[[ Data records, beginning ]]

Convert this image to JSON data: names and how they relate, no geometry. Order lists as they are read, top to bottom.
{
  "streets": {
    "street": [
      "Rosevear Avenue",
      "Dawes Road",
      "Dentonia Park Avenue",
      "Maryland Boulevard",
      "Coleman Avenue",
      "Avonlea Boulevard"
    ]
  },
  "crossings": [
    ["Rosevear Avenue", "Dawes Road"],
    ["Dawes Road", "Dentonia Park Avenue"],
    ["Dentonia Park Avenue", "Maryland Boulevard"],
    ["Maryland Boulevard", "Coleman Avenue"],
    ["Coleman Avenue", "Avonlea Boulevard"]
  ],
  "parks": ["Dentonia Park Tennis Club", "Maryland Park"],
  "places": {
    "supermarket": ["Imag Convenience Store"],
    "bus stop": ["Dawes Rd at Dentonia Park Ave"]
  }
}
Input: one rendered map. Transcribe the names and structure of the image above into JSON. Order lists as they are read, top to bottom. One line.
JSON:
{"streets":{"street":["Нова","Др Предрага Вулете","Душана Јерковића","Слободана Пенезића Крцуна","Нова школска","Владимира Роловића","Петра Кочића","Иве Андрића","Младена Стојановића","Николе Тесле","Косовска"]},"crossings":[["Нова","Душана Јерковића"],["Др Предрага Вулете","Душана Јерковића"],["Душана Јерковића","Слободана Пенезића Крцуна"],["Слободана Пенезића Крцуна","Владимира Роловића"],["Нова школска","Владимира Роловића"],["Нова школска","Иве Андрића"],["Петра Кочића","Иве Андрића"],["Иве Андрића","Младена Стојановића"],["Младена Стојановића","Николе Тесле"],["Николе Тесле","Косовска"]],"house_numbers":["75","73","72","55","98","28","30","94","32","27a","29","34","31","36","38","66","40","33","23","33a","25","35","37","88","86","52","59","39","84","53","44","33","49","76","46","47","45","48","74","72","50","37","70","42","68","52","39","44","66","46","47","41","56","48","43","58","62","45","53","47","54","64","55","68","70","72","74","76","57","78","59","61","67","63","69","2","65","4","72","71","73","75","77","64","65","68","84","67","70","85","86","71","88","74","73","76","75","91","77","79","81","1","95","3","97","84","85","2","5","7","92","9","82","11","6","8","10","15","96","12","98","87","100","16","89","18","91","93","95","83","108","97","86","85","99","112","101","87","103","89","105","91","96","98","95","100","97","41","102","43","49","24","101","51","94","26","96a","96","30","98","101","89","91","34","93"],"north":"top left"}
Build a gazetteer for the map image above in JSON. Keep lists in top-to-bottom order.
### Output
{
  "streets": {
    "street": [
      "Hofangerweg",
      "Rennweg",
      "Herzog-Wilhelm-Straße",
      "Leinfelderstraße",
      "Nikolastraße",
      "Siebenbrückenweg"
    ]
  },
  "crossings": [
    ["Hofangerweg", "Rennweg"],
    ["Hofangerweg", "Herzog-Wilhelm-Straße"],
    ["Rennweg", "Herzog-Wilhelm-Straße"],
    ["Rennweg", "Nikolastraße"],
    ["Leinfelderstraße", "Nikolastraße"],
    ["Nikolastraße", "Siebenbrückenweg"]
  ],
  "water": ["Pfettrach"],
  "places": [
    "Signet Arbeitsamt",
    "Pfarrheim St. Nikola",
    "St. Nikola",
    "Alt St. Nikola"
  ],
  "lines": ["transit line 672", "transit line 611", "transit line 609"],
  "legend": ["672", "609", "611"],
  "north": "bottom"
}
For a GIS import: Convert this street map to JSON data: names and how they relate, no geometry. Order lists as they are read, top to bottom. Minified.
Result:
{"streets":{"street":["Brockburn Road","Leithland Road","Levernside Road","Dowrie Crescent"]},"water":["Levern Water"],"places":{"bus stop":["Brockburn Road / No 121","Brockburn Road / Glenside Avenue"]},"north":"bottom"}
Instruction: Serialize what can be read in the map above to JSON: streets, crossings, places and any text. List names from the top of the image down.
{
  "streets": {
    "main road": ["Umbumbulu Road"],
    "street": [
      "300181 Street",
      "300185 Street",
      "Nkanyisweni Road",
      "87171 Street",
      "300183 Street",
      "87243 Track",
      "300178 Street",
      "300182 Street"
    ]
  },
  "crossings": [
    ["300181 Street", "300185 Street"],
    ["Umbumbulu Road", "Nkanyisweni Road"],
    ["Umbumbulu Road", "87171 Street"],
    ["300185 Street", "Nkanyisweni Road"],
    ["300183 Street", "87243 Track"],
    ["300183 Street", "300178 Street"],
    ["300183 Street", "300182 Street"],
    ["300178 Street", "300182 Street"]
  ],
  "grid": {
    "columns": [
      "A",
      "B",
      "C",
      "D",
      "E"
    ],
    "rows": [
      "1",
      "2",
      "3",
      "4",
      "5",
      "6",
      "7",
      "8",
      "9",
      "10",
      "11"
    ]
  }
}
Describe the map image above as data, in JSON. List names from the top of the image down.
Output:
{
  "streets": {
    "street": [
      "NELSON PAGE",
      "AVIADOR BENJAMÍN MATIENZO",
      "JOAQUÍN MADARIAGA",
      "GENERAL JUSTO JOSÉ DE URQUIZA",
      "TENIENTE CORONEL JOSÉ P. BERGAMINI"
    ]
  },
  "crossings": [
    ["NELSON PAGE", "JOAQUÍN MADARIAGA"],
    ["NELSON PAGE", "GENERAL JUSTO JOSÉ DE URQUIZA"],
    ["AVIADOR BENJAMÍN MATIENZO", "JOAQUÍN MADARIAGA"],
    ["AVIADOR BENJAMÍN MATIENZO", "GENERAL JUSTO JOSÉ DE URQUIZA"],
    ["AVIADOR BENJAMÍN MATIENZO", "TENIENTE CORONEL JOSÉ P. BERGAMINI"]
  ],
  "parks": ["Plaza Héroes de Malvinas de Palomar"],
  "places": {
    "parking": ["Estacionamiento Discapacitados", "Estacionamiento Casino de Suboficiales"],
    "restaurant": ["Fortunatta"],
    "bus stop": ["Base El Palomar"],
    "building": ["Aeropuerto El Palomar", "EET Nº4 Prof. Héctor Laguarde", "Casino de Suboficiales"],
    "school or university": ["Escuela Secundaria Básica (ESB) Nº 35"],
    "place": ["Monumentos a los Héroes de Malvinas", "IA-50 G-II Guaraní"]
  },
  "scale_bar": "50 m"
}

[[ Data records, end ]]

Work task
Write out, please, all of the material above exactly as written.

Answer box
Convert this image to JSON data: names and how they relate, no geometry. Order lists as they are read, top to bottom.
{
  "streets": {
    "street": [
      "Rosevear Avenue",
      "Dawes Road",
      "Dentonia Park Avenue",
      "Maryland Boulevard",
      "Coleman Avenue",
      "Avonlea Boulevard"
    ]
  },
  "crossings": [
    ["Rosevear Avenue", "Dawes Road"],
    ["Dawes Road", "Dentonia Park Avenue"],
    ["Dentonia Park Avenue", "Maryland Boulevard"],
    ["Maryland Boulevard", "Coleman Avenue"],
    ["Coleman Avenue", "Avonlea Boulevard"]
  ],
  "parks": ["Dentonia Park Tennis Club", "Maryland Park"],
  "places": {
    "supermarket": ["Imag Convenience Store"],
    "bus stop": ["Dawes Rd at Dentonia Park Ave"]
  }
}
Input: one rendered map. Transcribe the names and structure of the image above into JSON. Order lists as they are read, top to bottom. One line.
JSON:
{"streets":{"street":["Нова","Др Предрага Вулете","Душана Јерковића","Слободана Пенезића Крцуна","Нова школска","Владимира Роловића","Петра Кочића","Иве Андрића","Младена Стојановића","Николе Тесле","Косовска"]},"crossings":[["Нова","Душана Јерковића"],["Др Предрага Вулете","Душана Јерковића"],["Душана Јерковића","Слободана Пенезића Крцуна"],["Слободана Пенезића Крцуна","Владимира Роловића"],["Нова школска","Владимира Роловића"],["Нова школска","Иве Андрића"],["Петра Кочића","Иве Андрића"],["Иве Андрића","Младена Стојановића"],["Младена Стојановића","Николе Тесле"],["Николе Тесле","Косовска"]],"house_numbers":["75","73","72","55","98","28","30","94","32","27a","29","34","31","36","38","66","40","33","23","33a","25","35","37","88","86","52","59","39","84","53","44","33","49","76","46","47","45","48","74","72","50","37","70","42","68","52","39","44","66","46","47","41","56","48","43","58","62","45","53","47","54","64","55","68","70","72","74","76","57","78","59","61","67","63","69","2","65","4","72","71","73","75","77","64","65","68","84","67","70","85","86","71","88","74","73","76","75","91","77","79","81","1","95","3","97","84","85","2","5","7","92","9","82","11","6","8","10","15","96","12","98","87","100","16","89","18","91","93","95","83","108","97","86","85","99","112","101","87","103","89","105","91","96","98","95","100","97","41","102","43","49","24","101","51","94","26","96a","96","30","98","101","89","91","34","93"],"north":"top left"}
Build a gazetteer for the map image above in JSON. Keep lists in top-to-bottom order.
### Output
{
  "streets": {
    "street": [
      "Hofangerweg",
      "Rennweg",
      "Herzog-Wilhelm-Straße",
      "Leinfelderstraße",
      "Nikolastraße",
      "Siebenbrückenweg"
    ]
  },
  "crossings": [
    ["Hofangerweg", "Rennweg"],
    ["Hofangerweg", "Herzog-Wilhelm-Straße"],
    ["Rennweg", "Herzog-Wilhelm-Straße"],
    ["Rennweg", "Nikolastraße"],
    ["Leinfelderstraße", "Nikolastraße"],
    ["Nikolastraße", "Siebenbrückenweg"]
  ],
  "water": ["Pfettrach"],
  "places": [
    "Signet Arbeitsamt",
    "Pfarrheim St. Nikola",
    "St. Nikola",
    "Alt St. Nikola"
  ],
  "lines": ["transit line 672", "transit line 611", "transit line 609"],
  "legend": ["672", "609", "611"],
  "north": "bottom"
}
For a GIS import: Convert this street map to JSON data: names and how they relate, no geometry. Order lists as they are read, top to bottom. Minified.
Result:
{"streets":{"street":["Brockburn Road","Leithland Road","Levernside Road","Dowrie Crescent"]},"water":["Levern Water"],"places":{"bus stop":["Brockburn Road / No 121","Brockburn Road / Glenside Avenue"]},"north":"bottom"}
Instruction: Serialize what can be read in the map above to JSON: streets, crossings, places and any text. List names from the top of the image down.
{
  "streets": {
    "main road": ["Umbumbulu Road"],
    "street": [
      "300181 Street",
      "300185 Street",
      "Nkanyisweni Road",
      "87171 Street",
      "300183 Street",
      "87243 Track",
      "300178 Street",
      "300182 Street"
    ]
  },
  "crossings": [
    ["300181 Street", "300185 Street"],
    ["Umbumbulu Road", "Nkanyisweni Road"],
    ["Umbumbulu Road", "87171 Street"],
    ["300185 Street", "Nkanyisweni Road"],
    ["300183 Street", "87243 Track"],
    ["300183 Street", "300178 Street"],
    ["300183 Street", "300182 Street"],
    ["300178 Street", "300182 Street"]
  ],
  "grid": {
    "columns": [
      "A",
      "B",
      "C",
      "D",
      "E"
    ],
    "rows": [
      "1",
      "2",
      "3",
      "4",
      "5",
      "6",
      "7",
      "8",
      "9",
      "10",
      "11"
    ]
  }
}
Describe the map image above as data, in JSON. List names from the top of the image down.
Output:
{
  "streets": {
    "street": [
      "NELSON PAGE",
      "AVIADOR BENJAMÍN MATIENZO",
      "JOAQUÍN MADARIAGA",
      "GENERAL JUSTO JOSÉ DE URQUIZA",
      "TENIENTE CORONEL JOSÉ P. BERGAMINI"
    ]
  },
  "crossings": [
    ["NELSON PAGE", "JOAQUÍN MADARIAGA"],
    ["NELSON PAGE", "GENERAL JUSTO JOSÉ DE URQUIZA"],
    ["AVIADOR BENJAMÍN MATIENZO", "JOAQUÍN MADARIAGA"],
    ["AVIADOR BENJAMÍN MATIENZO", "GENERAL JUSTO JOSÉ DE URQUIZA"],
    ["AVIADOR BENJAMÍN MATIENZO", "TENIENTE CORONEL JOSÉ P. BERGAMINI"]
  ],
  "parks": ["Plaza Héroes de Malvinas de Palomar"],
  "places": {
    "parking": ["Estacionamiento Discapacitados", "Estacionamiento Casino de Suboficiales"],
    "restaurant": ["Fortunatta"],
    "bus stop": ["Base El Palomar"],
    "building": ["Aeropuerto El Palomar", "EET Nº4 Prof. Héctor Laguarde", "Casino de Suboficiales"],
    "school or university": ["Escuela Secundaria Básica (ESB) Nº 35"],
    "place": ["Monumentos a los Héroes de Malvinas", "IA-50 G-II Guaraní"]
  },
  "scale_bar": "50 m"
}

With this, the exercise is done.